YOEL BENHARROUCHE- WHEN BLACK AND WHITE IS BETTER THAN COLOR

 In LACQUER ON METAL

MEANING WITHOUT COLOR

Many of Yoel’s works are animated by the colors he chooses, and his palette is full of bright, simple color like deep blues, reds, and yellows, but one of the most striking moments of Yoel’s works are actually when the color stops.

Yoel uses black and white lacquer paintings as a vehicle to highlight specific moments in his works, specifically where the contrast reveals something that may otherwise be lost to his audience in his surrealist-inspired work.

For example, in his piece, “INSPIRATION ARTISTIQUE,” Yoel paints what is both a pianist at her instrument and an artist at her easel, and while the figure, the palette, the piano, and the easel are in black and white, together they create color with their art. The muse of the dove, the spiritual muse of godly inspiration hovers among the color as the object of the figure’s loving gaze. It is a love affair with the spirit of art, or god himself that gives this work its wings. Here, using black and white for the earthly, and color for the creative, Yoel encourages the belief that creative inspiration is divine, and art is what gives color to our lives.

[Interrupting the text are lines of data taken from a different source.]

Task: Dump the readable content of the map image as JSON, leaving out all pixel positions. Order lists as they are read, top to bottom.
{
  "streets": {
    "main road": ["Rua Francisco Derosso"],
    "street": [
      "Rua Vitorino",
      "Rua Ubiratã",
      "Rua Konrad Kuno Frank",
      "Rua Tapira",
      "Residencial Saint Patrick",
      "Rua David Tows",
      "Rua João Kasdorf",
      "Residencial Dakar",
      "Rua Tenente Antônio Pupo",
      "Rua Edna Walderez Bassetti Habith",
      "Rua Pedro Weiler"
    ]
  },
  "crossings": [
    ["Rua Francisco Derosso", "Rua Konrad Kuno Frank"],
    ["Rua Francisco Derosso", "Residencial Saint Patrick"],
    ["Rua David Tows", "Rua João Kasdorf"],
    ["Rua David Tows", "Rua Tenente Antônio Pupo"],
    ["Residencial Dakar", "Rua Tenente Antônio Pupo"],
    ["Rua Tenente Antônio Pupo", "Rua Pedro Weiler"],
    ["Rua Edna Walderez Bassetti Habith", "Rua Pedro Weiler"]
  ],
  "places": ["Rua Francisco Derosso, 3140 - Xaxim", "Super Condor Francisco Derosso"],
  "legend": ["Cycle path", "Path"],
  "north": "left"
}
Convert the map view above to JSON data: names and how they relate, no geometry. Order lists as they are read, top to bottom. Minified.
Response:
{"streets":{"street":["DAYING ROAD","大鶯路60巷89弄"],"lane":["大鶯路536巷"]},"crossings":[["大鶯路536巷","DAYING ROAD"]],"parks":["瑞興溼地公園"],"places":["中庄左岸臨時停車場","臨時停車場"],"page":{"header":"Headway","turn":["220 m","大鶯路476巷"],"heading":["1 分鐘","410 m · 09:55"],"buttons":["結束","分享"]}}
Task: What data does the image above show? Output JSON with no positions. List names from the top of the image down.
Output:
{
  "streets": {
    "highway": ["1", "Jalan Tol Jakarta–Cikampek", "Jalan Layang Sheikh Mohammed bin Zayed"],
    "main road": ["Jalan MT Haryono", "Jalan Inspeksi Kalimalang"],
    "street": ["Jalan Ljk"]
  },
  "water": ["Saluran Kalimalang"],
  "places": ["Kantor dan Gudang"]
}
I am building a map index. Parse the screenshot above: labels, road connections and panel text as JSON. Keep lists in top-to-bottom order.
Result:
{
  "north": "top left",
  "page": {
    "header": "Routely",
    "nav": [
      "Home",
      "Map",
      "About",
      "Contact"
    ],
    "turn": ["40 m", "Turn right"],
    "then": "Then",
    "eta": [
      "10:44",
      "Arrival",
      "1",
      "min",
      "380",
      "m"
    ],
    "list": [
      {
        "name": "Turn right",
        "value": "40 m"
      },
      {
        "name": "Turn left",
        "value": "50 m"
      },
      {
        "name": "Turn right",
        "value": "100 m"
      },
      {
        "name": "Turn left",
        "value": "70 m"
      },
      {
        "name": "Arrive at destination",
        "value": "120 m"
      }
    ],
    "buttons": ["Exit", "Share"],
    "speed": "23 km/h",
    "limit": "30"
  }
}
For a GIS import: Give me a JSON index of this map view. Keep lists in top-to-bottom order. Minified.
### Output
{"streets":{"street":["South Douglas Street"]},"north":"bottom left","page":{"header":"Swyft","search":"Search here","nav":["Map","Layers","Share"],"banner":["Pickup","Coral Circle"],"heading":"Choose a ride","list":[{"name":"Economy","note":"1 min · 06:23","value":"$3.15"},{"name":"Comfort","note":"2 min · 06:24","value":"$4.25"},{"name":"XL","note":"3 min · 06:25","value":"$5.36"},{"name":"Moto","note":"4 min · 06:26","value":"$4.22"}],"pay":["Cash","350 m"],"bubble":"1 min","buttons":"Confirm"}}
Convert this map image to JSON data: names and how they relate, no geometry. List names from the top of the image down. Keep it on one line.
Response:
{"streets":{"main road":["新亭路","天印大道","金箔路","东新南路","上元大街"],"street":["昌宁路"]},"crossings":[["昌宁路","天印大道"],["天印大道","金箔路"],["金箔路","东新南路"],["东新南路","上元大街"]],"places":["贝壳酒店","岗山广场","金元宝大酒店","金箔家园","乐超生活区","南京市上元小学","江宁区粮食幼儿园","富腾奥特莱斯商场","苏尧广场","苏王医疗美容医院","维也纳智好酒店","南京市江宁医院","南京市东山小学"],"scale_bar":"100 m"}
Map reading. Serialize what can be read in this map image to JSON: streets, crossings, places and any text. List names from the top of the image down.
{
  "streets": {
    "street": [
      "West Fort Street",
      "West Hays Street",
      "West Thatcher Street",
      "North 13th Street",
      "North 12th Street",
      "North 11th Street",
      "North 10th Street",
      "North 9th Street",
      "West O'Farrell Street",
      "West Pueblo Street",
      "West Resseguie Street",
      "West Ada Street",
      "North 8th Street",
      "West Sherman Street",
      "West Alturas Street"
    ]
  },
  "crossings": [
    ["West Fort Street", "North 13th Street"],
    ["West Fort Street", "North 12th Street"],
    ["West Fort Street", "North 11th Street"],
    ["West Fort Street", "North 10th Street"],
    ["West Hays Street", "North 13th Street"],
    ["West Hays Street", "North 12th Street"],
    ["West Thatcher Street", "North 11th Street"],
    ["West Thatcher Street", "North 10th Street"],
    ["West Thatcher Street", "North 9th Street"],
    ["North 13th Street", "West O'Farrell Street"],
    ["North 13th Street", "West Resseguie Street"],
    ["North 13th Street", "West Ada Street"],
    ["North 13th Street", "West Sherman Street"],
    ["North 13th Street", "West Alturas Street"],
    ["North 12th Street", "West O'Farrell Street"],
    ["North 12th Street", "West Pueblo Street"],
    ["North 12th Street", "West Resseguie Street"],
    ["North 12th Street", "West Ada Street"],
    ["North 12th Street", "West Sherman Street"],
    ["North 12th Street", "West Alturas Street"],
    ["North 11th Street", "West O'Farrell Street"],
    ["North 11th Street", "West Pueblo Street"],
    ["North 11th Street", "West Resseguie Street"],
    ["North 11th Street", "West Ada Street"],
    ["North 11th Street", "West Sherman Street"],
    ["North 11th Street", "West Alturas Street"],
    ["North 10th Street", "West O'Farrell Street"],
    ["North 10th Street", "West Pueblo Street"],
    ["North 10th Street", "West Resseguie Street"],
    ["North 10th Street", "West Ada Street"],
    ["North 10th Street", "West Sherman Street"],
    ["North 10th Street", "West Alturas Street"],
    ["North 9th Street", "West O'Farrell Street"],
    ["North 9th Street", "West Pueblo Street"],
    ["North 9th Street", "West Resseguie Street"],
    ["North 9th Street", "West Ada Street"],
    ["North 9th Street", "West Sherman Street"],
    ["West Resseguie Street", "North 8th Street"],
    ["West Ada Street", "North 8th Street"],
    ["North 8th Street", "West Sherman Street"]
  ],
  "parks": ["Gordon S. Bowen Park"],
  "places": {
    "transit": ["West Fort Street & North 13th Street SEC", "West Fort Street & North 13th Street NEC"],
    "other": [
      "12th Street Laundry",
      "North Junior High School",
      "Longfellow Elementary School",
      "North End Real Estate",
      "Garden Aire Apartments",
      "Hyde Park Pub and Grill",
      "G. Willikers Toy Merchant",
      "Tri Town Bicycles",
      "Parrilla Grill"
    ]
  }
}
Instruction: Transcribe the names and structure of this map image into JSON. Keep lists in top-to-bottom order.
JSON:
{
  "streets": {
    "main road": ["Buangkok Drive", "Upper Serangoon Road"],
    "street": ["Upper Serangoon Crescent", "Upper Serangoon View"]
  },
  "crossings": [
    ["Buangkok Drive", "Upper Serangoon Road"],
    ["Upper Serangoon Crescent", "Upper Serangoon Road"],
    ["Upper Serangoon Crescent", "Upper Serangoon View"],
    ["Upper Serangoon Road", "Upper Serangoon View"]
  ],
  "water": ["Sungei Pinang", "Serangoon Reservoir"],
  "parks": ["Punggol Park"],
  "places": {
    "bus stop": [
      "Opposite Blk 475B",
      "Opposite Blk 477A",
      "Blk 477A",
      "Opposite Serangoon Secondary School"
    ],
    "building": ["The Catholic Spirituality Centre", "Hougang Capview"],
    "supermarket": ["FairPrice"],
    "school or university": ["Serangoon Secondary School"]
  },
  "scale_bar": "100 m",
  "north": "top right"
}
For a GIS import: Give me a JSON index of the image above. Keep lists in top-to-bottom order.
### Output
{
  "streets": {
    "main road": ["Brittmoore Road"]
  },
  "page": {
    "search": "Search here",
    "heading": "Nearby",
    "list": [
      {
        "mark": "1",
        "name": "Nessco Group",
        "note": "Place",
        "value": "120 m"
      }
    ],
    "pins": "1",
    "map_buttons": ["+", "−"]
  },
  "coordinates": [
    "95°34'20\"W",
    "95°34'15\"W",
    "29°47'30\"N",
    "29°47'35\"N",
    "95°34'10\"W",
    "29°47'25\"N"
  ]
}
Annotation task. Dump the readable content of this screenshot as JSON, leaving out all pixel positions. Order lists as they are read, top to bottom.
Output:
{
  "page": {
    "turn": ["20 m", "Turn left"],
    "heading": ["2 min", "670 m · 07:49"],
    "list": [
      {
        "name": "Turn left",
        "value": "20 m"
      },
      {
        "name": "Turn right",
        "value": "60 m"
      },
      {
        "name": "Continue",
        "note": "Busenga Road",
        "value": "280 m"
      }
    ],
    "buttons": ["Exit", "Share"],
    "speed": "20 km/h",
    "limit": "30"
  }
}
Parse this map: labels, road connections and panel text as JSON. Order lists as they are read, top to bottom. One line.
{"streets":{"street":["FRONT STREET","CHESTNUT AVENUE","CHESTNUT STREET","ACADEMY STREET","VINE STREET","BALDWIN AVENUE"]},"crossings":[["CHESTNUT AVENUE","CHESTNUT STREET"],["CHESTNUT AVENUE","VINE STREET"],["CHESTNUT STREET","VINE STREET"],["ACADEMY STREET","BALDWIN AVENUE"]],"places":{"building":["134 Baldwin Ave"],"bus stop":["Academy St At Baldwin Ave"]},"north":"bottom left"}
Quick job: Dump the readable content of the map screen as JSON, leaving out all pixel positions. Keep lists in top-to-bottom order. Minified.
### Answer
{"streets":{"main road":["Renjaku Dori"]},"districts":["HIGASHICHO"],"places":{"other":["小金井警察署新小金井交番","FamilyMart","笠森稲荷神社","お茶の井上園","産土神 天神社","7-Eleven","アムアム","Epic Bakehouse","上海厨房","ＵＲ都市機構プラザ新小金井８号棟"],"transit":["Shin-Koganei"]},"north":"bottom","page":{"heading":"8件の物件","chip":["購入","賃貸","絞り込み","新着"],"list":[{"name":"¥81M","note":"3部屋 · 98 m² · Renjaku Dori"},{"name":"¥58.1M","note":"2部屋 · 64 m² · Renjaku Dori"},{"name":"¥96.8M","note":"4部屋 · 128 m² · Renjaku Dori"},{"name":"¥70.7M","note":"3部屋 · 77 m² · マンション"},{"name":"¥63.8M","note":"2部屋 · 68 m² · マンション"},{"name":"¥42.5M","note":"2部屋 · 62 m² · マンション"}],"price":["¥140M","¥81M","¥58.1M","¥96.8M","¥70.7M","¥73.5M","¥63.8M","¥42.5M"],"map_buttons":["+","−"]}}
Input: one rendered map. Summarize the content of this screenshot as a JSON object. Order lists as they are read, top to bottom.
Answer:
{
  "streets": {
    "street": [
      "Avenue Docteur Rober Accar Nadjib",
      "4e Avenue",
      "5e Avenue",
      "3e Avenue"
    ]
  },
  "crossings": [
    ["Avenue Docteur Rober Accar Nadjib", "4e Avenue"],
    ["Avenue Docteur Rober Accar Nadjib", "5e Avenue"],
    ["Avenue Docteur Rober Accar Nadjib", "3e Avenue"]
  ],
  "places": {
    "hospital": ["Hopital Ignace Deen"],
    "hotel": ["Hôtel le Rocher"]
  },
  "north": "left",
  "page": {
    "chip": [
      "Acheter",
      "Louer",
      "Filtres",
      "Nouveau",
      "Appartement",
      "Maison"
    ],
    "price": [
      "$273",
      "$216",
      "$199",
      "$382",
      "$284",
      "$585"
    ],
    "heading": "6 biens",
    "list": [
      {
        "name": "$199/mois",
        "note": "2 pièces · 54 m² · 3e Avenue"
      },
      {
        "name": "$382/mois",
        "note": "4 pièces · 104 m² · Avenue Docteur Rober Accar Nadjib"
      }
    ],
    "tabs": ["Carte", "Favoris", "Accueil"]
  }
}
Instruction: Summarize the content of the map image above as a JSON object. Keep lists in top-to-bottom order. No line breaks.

But there are other love affairs in black and white in Benharrouche’s lacquers. In “LE FRUIT DE LA PASSION” Benharrouche decorates the love story between his two figures with small, bright patches of color. The simplicity of this love is derived from the black and white lines that make up its figures, who gaze longingly into each others’ eyes, surrounded by foliage and music. Benharrouche deftly includes the ornamentation of a passionate love affair, but relegates it to the background, instead choosing black and white to be the dominant palette of this specific couple. This simple passion is a stunning homage to what makes us mortal and what lifts us higher.